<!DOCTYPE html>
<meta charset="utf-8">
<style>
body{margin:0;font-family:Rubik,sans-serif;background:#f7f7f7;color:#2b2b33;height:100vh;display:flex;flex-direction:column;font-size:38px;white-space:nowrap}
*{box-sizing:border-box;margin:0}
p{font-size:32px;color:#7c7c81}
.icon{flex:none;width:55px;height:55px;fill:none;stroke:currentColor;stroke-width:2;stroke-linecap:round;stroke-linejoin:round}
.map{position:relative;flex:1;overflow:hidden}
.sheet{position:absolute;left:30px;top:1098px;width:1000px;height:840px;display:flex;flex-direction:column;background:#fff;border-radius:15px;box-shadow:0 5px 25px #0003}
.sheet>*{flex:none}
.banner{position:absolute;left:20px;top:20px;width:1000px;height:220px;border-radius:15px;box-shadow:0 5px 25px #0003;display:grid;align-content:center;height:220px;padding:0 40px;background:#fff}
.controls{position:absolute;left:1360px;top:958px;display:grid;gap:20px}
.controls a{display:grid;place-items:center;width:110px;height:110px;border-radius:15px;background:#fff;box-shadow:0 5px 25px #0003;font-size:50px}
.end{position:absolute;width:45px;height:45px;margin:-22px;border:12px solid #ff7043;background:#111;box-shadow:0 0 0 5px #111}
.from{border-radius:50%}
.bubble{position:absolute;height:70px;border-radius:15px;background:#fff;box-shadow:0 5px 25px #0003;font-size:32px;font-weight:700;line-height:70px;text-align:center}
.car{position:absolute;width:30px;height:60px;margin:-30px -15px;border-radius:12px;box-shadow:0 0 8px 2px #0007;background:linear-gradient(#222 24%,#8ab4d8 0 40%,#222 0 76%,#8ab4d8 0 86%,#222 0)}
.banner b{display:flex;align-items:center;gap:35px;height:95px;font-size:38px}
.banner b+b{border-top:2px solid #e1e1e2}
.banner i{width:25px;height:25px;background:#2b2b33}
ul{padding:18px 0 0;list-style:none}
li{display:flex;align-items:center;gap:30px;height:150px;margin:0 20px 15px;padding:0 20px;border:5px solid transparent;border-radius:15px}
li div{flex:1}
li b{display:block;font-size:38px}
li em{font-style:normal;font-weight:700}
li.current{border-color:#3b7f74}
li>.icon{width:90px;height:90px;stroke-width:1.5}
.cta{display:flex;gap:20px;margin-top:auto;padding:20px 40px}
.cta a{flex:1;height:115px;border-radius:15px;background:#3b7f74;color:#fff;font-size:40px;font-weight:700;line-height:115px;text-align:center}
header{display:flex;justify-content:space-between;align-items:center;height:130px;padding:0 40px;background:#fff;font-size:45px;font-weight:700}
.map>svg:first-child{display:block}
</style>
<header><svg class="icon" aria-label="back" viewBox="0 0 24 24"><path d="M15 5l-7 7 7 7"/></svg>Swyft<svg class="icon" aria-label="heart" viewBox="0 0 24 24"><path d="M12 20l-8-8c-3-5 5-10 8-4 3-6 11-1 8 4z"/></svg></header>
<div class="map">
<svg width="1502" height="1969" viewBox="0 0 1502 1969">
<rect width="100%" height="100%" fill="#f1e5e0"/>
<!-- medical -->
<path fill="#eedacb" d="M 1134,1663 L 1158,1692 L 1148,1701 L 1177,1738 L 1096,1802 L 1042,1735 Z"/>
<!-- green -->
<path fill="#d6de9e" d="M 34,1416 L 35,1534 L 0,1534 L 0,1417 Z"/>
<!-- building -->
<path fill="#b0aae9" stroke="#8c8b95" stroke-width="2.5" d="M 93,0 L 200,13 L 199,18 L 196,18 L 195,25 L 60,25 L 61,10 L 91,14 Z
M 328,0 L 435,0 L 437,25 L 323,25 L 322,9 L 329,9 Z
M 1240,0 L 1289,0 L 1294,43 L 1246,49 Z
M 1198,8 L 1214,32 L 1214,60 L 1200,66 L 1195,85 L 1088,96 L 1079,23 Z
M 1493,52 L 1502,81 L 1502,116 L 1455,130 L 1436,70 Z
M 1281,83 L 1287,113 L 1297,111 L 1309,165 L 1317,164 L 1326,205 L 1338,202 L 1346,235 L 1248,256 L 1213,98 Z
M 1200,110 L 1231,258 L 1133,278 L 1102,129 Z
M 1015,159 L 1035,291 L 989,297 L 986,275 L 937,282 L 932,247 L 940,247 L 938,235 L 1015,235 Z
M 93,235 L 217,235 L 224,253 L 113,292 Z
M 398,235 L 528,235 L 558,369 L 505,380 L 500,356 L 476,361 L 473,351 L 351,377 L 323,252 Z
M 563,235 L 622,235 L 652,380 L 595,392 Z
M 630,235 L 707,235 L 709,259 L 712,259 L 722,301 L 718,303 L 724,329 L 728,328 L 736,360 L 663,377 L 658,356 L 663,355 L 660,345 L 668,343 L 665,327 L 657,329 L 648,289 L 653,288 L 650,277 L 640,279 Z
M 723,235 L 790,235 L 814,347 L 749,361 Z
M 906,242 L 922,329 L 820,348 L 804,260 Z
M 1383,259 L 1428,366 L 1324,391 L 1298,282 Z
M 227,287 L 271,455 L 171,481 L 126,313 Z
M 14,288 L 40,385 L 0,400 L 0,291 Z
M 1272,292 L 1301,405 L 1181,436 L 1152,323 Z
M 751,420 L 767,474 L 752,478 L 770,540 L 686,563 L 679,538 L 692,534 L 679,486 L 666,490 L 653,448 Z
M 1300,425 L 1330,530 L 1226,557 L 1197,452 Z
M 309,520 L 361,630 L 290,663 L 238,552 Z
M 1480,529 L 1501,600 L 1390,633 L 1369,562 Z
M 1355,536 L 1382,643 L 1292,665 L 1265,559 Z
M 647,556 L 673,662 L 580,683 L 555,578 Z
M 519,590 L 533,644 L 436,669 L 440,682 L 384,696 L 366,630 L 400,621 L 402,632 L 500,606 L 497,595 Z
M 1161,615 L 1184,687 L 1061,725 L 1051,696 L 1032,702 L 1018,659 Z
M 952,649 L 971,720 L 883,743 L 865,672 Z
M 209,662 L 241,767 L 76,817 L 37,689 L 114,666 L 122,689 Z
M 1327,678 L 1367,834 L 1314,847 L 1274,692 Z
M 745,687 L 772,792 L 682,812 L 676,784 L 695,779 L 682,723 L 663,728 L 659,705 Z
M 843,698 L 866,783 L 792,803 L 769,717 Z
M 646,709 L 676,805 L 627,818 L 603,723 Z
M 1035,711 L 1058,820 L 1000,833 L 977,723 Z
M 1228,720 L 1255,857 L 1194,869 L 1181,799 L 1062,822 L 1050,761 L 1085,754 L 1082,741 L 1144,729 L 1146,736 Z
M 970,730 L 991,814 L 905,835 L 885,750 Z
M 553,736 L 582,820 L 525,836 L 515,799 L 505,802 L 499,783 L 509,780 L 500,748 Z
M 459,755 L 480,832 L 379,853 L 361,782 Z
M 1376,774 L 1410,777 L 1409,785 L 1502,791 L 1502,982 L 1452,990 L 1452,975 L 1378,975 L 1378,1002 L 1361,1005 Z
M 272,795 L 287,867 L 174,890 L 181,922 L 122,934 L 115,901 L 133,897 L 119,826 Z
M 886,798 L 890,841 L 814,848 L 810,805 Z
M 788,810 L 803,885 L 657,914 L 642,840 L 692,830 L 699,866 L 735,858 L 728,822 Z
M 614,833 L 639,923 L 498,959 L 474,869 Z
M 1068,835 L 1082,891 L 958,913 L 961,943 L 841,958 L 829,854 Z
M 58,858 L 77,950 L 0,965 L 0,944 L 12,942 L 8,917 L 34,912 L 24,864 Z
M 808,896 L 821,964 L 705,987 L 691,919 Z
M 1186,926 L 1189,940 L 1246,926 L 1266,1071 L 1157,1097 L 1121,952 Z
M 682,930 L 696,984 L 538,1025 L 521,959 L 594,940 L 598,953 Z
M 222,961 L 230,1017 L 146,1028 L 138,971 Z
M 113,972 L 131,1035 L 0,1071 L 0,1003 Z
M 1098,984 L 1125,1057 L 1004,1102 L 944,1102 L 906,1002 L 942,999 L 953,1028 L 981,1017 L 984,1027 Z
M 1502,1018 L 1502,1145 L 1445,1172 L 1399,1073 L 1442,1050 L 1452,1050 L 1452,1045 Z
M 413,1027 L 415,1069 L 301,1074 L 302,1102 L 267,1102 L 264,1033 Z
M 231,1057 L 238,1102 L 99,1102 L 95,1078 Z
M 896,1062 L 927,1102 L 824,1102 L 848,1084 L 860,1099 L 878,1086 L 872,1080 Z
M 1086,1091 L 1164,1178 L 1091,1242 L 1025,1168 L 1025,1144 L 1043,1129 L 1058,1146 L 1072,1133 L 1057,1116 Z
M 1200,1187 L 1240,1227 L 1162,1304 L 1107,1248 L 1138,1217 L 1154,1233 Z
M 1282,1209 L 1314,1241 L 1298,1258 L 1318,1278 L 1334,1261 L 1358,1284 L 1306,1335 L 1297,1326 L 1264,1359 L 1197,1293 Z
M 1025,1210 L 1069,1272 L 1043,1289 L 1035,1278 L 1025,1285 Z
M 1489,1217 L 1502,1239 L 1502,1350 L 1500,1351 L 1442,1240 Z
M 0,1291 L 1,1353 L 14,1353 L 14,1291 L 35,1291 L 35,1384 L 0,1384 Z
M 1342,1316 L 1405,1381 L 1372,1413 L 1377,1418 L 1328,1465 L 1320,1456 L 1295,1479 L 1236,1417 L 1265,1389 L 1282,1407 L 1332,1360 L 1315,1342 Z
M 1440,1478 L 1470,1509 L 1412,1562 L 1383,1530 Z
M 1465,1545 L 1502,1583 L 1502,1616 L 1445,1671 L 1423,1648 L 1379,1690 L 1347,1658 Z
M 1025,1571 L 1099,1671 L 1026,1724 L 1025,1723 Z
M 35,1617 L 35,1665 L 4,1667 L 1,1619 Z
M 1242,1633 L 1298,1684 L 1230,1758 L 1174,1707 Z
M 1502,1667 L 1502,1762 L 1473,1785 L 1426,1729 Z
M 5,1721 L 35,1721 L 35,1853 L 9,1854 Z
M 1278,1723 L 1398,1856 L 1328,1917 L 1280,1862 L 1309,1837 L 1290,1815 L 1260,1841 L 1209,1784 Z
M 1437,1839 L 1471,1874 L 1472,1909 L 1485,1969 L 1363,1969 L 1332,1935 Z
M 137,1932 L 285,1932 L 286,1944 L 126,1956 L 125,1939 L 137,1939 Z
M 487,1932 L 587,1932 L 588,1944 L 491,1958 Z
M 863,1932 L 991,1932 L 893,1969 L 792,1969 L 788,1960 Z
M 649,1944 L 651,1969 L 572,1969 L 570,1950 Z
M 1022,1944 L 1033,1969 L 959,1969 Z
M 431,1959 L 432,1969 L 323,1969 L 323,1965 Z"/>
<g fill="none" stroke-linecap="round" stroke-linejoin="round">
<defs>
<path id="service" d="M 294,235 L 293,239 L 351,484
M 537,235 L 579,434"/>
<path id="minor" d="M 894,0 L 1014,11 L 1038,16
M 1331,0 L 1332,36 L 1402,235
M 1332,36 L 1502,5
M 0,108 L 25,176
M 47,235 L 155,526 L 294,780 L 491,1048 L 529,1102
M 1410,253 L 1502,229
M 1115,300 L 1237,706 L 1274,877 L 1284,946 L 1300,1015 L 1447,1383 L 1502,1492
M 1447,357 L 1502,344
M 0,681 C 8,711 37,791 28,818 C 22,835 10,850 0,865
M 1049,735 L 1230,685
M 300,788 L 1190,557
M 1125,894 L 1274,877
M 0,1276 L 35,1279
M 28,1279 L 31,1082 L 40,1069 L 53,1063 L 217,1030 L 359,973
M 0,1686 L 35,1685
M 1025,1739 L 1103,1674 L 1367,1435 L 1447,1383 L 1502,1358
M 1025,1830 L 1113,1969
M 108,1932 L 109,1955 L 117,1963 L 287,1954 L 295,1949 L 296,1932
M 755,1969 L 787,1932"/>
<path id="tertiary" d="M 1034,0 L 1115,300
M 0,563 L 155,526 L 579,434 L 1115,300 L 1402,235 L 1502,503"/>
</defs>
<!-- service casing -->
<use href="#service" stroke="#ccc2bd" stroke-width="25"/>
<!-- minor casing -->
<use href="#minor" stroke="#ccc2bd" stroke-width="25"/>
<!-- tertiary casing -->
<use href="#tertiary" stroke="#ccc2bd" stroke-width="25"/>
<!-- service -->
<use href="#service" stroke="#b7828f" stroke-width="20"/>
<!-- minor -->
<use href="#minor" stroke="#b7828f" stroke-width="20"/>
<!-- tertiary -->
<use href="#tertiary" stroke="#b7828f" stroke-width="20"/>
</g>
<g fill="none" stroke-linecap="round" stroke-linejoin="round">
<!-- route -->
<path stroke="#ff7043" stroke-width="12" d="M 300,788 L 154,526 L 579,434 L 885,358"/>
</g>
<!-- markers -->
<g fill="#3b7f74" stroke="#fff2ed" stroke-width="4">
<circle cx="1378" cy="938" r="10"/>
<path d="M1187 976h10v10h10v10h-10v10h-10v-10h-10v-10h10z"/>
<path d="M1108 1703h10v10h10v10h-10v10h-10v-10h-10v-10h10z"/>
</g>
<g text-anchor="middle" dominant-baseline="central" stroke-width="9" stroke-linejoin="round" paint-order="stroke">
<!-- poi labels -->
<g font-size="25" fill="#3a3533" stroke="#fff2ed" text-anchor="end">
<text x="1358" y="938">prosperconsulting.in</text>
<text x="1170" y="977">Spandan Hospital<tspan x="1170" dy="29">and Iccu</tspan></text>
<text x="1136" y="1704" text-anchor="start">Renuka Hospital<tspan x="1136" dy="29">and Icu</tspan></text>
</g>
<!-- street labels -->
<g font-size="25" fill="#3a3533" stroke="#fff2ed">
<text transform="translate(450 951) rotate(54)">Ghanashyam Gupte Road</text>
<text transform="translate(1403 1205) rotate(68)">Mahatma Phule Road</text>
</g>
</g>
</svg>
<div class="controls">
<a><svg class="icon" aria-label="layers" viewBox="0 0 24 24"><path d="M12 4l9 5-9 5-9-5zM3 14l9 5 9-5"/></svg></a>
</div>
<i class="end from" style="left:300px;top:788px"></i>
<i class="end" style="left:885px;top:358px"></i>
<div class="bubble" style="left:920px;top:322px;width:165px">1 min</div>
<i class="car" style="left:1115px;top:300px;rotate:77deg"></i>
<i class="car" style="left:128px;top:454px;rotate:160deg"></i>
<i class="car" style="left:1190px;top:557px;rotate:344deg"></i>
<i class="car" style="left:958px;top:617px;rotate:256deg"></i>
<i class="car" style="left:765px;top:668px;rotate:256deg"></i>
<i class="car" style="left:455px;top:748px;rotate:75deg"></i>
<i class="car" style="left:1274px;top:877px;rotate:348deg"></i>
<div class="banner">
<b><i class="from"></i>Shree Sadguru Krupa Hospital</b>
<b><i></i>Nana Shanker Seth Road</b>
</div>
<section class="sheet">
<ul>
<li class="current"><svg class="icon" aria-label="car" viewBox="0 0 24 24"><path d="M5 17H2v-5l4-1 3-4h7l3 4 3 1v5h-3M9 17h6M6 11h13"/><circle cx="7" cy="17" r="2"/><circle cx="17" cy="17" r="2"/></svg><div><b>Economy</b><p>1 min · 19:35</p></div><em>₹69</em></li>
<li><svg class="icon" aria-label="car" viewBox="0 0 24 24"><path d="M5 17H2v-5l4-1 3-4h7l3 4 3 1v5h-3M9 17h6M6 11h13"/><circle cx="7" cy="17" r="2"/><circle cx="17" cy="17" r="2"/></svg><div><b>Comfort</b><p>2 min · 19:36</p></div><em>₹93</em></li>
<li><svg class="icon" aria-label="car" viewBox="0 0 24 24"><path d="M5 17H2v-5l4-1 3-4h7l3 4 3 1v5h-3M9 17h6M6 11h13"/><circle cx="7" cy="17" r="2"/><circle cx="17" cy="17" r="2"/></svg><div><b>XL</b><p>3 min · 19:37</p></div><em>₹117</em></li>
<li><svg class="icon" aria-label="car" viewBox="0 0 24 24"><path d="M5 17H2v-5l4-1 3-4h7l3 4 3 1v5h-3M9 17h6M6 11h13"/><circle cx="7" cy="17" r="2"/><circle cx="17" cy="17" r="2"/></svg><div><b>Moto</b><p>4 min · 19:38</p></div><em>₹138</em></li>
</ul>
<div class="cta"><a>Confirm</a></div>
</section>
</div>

#### [How to complete this task]
Return, unchanged, the run of lines above that opens with the line containing "<b><i></i>Nana Shanker Seth Road</b>" and closes with the line containing "min · 19:35</p></div><em>₹69</em></li>". Include both.

#### [Answer space]
<b><i></i>Nana Shanker Seth Road</b>
</div>
<section class="sheet">
<ul>
<li class="current"><svg class="icon" aria-label="car" viewBox="0 0 24 24"><path d="M5 17H2v-5l4-1 3-4h7l3 4 3 1v5h-3M9 17h6M6 11h13"/><circle cx="7" cy="17" r="2"/><circle cx="17" cy="17" r="2"/></svg><div><b>Economy</b><p>1 min · 19:35</p></div><em>₹69</em></li>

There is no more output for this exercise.